At 12:10 10/31/2003, Josh Berkus wrote:
>Allen,
>
> > a) CREATE TABLE with no indexes or keys. Run the COPY (fast, ~30min), then
> > CREATE INDEX on each column it's needed on, and ALTER TABLE for the pk and
> > each fk needed.
>
>Did you ANALYZE after the copy?

No, and this was my major mistake. I normally run analyze periodically
from cron, anywhere from once an hour to ever 15 minutes depending on the
db.. I had disabled that for this because I didn't want anything competing
with this stuff for disk I/O.

I followed your other suggestions as well, canceled the index that was
running, analyzed the whole db, and ran the queries again.

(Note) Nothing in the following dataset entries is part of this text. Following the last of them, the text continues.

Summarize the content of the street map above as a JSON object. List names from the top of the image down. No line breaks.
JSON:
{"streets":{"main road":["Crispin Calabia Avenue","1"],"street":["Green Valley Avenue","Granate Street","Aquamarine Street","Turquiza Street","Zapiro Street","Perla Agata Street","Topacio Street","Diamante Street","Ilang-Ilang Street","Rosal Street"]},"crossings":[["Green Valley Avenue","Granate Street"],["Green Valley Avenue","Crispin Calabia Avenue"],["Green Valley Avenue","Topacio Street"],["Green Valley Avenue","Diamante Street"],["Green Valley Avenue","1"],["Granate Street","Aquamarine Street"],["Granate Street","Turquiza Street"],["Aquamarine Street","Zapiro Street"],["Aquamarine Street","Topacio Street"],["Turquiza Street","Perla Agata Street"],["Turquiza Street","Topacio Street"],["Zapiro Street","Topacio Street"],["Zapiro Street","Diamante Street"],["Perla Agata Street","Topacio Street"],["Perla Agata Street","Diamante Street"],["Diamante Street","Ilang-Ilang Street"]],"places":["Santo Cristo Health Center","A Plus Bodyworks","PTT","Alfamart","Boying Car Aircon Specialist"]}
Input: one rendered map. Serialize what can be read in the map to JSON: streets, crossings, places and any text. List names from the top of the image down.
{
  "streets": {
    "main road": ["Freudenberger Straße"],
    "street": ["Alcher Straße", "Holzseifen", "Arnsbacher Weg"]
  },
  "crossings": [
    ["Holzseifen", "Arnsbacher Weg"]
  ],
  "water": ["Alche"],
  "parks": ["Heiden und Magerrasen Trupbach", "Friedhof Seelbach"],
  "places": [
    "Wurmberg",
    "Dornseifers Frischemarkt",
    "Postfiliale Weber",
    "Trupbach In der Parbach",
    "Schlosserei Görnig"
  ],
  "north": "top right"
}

All of them are
running in under 10 or so minutes after the analyze.

I'll just be adding the PKs and the Indexes, I can add triggers/rules of my
own for the RI, rather than worry about FK creation screwing up.

I had no idea analyze was playing such a big role in this sense.. I really
thought that other than saving space, it wasn't doing much for tables that
don't have indexes on the.

Thanks for the help.

> > shared_buffers = 30000
>hmmm ... 236MB ....
> > max_fsm_pages = 2000000
>2MB, fine ...
> > wal_buffers = 128
>1MB, also fine ...
> > sort_mem = 1310720 (1.2GB)
>Problem here. As documented everywhere, sort_mem is allocated *per sort*
>not
>per query, user, or shared. This means that if the "add PK" operation
>involves 2 or more sorts (not sure, haven't tested it), then you're
>allocating .7GB RAM more than you acutally have. This may be the cause of
>your problem, particularly if *anything* is going on concurrent to the load.

I didn't know this was per-sort per-backend, I thought it was per-backend
for all sorts running on that backend. I've dropped it down to 256MB.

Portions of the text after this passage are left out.